1996_11_november_leader08nov research

Prime Minister John Howard and Acting Opposition Leader Gareth Evans were on hand on Wednesday night to bask in the reflected glory of Australia’s most recent Nobel Prize … that awarded to Professor Peter Doherty for medicine, but whether Australia’s political leaders have the good sense to heed is message is another matter. Professor Doherty rightly warned of the need for government to invest in basic scientific research.

Professor Doherty is himself at once living proof of what he argues and proof of the folly of not investing in basic research. Professor Doherty won his prize for work done 23 years ago at the Australian National University. It has taken that long for the true implications of his work to be revealed. Long gestation periods is the nature of the fruits basic research. It means, of course, that governments must fund the lion’s share of it. Business organisations rarely look beyond six years; and most rarely look beyond six months. The trouble is that governments are increasingly taking the short view.

In the period of the Labor Government, particularly while John Dawkins was in charge of higher education, universities were virtually directed to concentrate on research that was directed to having a quick industrial application. Funding was skewed to that sort of research. The intention may have been good, but the method was madness. The nature of scientific research is such that applications for it can be neither directed nor predicted; they are often decades away. You cannot pick winners beforehand with basic research. The only way to be sure of a winner is to back the entire field. That means Australia needs to be doing basic research in a full range of scientific endeavours.
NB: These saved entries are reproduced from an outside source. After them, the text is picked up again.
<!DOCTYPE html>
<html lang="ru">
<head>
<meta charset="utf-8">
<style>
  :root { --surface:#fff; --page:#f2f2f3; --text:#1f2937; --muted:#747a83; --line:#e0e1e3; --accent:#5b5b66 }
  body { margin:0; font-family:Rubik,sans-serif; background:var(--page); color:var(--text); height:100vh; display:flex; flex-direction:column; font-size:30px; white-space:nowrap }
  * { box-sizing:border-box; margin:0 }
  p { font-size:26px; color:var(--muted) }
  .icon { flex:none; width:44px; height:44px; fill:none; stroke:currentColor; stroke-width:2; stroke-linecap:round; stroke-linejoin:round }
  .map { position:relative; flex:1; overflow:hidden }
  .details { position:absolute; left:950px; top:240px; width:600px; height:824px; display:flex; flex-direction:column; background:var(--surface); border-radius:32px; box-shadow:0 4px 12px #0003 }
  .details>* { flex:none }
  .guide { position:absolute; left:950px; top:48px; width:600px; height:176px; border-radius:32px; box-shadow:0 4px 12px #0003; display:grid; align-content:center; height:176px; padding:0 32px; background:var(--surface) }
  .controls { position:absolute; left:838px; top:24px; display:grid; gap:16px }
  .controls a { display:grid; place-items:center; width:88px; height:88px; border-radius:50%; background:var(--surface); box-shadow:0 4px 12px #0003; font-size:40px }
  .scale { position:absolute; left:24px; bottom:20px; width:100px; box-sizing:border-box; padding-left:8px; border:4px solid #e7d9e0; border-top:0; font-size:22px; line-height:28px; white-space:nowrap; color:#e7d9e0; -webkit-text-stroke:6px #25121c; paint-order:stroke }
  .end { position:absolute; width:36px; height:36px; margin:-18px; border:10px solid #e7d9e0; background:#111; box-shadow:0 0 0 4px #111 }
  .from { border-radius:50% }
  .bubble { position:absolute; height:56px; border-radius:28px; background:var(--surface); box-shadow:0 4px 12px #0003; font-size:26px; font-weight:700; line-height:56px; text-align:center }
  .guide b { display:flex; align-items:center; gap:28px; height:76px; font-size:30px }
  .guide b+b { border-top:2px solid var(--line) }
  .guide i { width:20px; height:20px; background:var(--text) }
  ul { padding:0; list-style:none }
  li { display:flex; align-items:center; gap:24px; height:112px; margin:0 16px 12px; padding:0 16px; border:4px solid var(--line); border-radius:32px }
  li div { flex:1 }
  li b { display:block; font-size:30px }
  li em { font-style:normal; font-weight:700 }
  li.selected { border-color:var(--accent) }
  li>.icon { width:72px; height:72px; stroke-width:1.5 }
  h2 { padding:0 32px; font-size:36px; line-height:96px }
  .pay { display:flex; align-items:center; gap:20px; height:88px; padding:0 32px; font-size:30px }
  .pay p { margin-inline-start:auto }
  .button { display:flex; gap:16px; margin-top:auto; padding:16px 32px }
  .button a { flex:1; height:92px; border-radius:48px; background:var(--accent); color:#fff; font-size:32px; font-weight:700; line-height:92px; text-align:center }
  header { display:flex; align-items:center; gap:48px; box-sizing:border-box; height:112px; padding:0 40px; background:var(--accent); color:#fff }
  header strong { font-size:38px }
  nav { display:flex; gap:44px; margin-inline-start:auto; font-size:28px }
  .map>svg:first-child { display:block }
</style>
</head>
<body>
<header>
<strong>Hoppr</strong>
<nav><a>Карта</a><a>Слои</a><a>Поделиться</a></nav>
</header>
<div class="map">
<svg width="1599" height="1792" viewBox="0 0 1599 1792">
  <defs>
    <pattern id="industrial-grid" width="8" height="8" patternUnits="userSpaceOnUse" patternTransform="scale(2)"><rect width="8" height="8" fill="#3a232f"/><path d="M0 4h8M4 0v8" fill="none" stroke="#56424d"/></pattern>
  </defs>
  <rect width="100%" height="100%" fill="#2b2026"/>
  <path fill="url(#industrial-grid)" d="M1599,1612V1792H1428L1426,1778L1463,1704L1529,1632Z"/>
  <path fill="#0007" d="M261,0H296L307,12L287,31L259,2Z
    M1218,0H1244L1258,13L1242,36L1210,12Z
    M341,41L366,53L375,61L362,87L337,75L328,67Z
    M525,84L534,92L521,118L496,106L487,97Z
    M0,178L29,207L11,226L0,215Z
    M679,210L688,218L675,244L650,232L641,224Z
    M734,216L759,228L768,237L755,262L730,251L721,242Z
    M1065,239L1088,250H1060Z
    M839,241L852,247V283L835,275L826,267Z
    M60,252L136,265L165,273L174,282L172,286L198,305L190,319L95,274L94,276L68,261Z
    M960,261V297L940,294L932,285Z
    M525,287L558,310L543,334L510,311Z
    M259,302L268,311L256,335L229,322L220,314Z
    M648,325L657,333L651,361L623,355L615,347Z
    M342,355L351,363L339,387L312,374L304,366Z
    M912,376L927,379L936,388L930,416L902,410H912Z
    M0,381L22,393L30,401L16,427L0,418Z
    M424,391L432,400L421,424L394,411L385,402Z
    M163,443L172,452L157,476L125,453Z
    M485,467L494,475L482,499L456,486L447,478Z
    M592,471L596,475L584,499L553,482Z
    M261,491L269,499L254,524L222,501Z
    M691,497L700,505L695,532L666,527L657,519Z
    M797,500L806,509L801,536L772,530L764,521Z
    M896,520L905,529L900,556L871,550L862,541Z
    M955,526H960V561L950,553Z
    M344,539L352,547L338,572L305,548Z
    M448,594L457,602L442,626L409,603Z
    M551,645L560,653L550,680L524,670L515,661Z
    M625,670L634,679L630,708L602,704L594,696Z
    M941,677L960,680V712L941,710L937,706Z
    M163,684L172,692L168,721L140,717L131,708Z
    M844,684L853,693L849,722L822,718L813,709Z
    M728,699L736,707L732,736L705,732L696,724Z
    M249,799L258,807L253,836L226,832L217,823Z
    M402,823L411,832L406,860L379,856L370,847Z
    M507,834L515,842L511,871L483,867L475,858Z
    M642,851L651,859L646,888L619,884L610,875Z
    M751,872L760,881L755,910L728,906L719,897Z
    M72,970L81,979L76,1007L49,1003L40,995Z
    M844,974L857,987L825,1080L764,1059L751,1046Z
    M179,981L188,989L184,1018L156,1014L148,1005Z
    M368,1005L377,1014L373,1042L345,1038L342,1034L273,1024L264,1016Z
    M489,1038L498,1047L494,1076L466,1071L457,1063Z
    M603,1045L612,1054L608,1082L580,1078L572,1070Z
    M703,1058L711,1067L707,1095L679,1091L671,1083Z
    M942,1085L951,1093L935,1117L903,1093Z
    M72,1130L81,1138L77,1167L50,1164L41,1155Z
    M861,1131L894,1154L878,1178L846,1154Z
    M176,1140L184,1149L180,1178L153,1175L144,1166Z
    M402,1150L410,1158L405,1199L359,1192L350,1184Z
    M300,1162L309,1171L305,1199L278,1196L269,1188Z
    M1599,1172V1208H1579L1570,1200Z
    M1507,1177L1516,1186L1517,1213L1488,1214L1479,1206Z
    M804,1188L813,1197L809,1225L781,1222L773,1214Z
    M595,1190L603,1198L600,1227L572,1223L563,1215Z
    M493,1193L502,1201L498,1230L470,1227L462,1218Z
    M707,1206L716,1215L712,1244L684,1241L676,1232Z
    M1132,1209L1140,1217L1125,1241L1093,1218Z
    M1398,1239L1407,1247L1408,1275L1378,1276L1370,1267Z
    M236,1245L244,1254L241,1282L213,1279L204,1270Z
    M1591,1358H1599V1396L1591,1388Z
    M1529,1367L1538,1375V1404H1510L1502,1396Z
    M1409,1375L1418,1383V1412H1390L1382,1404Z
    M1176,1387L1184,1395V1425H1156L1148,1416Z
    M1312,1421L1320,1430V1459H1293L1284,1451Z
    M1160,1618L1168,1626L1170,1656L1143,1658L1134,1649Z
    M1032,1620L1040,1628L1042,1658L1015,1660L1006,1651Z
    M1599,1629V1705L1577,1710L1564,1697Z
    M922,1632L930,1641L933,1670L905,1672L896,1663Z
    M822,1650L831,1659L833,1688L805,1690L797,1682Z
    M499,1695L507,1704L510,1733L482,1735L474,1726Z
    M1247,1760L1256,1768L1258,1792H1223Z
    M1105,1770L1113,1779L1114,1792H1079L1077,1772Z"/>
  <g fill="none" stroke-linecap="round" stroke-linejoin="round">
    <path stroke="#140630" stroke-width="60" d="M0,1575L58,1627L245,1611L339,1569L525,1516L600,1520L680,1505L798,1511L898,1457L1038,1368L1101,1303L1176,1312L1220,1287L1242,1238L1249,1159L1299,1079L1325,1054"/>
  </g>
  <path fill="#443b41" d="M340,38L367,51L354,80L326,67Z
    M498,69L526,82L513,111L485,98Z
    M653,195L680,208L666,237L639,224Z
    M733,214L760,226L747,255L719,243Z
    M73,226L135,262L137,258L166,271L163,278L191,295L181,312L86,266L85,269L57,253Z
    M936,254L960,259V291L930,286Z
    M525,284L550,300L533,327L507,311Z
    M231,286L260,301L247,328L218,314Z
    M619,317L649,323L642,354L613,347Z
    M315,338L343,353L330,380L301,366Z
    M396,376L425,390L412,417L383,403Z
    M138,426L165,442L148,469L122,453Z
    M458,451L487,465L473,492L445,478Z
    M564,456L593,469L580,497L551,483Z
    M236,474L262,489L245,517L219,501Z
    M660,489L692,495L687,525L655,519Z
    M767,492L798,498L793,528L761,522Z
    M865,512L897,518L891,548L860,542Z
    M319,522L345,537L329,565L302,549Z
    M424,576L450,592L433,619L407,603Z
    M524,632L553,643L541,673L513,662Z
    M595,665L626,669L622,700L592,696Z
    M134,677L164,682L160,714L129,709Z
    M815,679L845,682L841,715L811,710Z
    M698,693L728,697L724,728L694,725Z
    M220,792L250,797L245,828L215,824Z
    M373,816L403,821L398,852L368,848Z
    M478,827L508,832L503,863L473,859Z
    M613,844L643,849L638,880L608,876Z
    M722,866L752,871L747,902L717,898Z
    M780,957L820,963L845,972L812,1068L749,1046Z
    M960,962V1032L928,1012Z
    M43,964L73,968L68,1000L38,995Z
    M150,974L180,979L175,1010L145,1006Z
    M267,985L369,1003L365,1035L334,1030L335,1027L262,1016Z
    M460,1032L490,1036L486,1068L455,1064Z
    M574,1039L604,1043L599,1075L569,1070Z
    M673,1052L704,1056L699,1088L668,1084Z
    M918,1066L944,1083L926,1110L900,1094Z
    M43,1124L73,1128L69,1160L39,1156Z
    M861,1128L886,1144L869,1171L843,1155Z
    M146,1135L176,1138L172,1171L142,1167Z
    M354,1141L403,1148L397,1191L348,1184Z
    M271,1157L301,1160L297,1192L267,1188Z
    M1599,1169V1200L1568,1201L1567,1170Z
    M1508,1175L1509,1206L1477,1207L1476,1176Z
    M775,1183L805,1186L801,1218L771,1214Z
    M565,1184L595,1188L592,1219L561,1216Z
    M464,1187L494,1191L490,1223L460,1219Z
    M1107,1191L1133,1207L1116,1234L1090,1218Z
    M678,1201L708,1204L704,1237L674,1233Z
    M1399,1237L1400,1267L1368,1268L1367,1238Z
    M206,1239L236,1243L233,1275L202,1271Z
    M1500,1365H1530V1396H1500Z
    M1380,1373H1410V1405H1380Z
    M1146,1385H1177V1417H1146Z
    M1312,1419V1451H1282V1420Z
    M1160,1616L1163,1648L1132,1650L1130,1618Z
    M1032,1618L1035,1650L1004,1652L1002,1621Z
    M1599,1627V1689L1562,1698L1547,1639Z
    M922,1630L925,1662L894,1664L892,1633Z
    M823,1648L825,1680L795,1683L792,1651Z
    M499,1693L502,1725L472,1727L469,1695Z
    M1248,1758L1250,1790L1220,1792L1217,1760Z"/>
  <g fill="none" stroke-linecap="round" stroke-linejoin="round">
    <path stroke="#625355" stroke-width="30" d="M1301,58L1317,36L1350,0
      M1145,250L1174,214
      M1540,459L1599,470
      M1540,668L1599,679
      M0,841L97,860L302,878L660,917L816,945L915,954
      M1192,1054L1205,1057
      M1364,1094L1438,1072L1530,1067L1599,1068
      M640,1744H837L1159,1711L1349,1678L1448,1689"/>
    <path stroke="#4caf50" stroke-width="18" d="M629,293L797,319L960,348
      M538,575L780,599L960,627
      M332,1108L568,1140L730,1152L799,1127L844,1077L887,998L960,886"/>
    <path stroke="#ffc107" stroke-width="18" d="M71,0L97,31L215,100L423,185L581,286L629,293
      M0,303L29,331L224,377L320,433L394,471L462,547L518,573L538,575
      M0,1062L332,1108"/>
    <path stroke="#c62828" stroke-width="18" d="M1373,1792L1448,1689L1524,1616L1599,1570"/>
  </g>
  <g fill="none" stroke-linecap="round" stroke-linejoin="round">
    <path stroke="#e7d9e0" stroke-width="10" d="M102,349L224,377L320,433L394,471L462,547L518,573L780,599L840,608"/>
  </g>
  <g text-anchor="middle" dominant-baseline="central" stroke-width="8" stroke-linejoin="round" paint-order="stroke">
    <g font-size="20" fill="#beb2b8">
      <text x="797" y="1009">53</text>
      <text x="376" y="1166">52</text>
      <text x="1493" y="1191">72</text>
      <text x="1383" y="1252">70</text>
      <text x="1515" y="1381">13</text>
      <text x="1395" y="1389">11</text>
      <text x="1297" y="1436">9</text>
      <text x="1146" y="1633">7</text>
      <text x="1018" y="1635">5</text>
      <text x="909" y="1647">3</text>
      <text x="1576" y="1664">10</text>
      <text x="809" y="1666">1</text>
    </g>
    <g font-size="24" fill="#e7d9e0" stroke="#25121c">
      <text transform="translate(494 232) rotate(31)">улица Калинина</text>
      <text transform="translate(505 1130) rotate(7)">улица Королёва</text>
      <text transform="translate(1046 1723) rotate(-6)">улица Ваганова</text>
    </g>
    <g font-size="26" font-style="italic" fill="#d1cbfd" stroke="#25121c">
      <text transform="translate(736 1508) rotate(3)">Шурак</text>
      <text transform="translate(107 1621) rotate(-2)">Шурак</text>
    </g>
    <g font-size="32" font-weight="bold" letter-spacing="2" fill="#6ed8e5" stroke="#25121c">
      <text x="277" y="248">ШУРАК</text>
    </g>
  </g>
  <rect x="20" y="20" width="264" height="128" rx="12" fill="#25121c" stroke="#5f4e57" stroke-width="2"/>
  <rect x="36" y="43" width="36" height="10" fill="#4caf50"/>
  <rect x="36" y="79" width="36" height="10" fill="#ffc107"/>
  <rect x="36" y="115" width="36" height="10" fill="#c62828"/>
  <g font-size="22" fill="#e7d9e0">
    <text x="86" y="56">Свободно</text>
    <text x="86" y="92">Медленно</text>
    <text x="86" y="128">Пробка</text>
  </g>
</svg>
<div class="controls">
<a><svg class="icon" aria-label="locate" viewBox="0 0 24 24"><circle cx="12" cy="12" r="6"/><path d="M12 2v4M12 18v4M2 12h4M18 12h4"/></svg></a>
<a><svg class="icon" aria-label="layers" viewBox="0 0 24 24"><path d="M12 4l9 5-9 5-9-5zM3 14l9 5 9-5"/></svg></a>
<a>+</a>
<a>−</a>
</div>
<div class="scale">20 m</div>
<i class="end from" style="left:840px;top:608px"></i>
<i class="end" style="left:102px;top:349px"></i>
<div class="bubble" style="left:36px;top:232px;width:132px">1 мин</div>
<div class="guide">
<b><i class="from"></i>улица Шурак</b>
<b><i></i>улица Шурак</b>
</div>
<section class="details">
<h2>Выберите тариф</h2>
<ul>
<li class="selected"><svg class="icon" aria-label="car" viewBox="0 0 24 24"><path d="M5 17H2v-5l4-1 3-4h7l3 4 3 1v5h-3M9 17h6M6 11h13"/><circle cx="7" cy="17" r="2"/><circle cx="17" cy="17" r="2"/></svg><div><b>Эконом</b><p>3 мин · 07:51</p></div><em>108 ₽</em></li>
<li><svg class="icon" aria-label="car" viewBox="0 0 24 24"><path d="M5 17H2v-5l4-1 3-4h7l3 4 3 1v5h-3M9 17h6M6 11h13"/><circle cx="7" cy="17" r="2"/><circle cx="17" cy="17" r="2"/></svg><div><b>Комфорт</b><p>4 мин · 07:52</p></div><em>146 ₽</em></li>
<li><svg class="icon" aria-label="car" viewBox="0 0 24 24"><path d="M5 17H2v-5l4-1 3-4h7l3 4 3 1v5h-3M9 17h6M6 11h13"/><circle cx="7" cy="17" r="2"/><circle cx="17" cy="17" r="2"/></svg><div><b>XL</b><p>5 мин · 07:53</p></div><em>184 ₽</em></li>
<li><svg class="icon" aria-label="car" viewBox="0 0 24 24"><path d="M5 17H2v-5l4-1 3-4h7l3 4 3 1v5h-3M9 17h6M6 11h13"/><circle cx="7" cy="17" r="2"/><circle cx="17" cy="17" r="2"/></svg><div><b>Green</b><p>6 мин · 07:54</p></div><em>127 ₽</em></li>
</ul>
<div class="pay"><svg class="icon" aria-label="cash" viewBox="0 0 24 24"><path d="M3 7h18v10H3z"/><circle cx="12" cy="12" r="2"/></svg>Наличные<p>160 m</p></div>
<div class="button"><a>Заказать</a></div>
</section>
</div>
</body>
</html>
This approach has a twofold benefit. The first is that by serendipity and hard work a fraction of the research will bear practical fruit. The second is that Australia will remain part of the world research network in those fields in which it maintains a solid basic research effort. For our 2 or 3 per cent effort we get access to 80 or 90 per cent of the world’s research effort in any field. If we fall below a critical mass in research effort, the world will ignore us as not worth bothering with and we will lose that access.

So it is folly to suggest that Australia is too small to matter or that any effort in basic research will be swamped by the efforts of other countries. To the contrary; we get an entree card. Professor Doherty and the three previous Australian Nobel Prize winners in medicine show what can be done.

The other self-evident element to Professor Doherty’s message is that unless Australia maintains a critical mass in research, our best brains will leave Australia. It would have been better if Professor Doherty had still been in Australia at the time of his prize. Alas, he was in Tennessee. The reason he gave is, “”They offered me a lot of resources.”

Notice, he did not say, “”they offered me more money.” Scientific researchers are not personally demanding and will happily work for less money than could be made in business, the professions or administration; they are happy if the resources are there for them to do their research.

Australia should match that selflessness with the wherewithal to do the research. Ultimately it is in the best interests of the nation. If we do not, we will not be getting any more Nobel Prizes, and the valuable spin-offs that come with them, in 23 years time ….

Australia cannot afford to force its Peter Dohertys to go overseas to do their research.